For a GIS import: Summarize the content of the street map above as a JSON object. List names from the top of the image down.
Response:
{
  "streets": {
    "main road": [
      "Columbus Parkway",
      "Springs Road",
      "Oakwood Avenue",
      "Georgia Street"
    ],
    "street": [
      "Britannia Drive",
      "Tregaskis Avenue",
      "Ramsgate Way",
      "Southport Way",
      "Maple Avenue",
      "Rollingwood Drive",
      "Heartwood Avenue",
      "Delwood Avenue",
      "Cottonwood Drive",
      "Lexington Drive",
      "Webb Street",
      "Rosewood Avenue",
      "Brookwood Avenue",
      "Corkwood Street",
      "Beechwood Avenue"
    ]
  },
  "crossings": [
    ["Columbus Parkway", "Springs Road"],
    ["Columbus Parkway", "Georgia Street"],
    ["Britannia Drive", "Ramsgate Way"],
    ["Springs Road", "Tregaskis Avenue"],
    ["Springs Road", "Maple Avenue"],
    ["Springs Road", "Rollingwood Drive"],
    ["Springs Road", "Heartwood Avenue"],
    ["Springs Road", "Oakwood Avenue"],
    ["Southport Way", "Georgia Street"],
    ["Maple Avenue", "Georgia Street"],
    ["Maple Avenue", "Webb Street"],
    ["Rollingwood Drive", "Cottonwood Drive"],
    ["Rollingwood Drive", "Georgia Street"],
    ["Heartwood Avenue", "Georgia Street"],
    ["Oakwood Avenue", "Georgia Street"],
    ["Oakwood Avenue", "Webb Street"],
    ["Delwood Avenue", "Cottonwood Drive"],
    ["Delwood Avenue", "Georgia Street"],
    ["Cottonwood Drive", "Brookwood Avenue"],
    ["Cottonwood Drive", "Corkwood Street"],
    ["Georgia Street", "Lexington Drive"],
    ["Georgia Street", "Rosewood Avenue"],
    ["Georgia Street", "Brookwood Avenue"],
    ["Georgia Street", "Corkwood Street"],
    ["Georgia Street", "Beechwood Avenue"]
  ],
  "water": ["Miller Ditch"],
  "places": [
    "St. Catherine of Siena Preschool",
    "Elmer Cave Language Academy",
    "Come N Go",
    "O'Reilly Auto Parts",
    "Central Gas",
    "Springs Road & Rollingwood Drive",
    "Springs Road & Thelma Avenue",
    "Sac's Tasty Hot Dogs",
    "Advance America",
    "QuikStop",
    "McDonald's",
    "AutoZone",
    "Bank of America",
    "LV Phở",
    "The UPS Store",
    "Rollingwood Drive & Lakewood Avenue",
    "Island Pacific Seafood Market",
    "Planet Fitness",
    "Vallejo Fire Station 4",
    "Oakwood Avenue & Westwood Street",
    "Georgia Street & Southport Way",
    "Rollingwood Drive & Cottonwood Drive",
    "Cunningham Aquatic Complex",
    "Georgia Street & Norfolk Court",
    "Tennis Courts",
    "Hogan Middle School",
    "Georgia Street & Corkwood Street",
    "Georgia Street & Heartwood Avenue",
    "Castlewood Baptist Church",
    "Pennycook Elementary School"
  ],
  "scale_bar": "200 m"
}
=-=-=
_PROBLEM DETAILS_:
Where a line of the listing holds "Cottonwood", show that line.

_ANSWER TO THIS TASK_:
      "Cottonwood Drive",
    ["Rollingwood Drive", "Cottonwood Drive"],
    ["Delwood Avenue", "Cottonwood Drive"],
    ["Cottonwood Drive", "Brookwood Avenue"],
    ["Cottonwood Drive", "Corkwood Street"],
    "Rollingwood Drive & Cottonwood Drive",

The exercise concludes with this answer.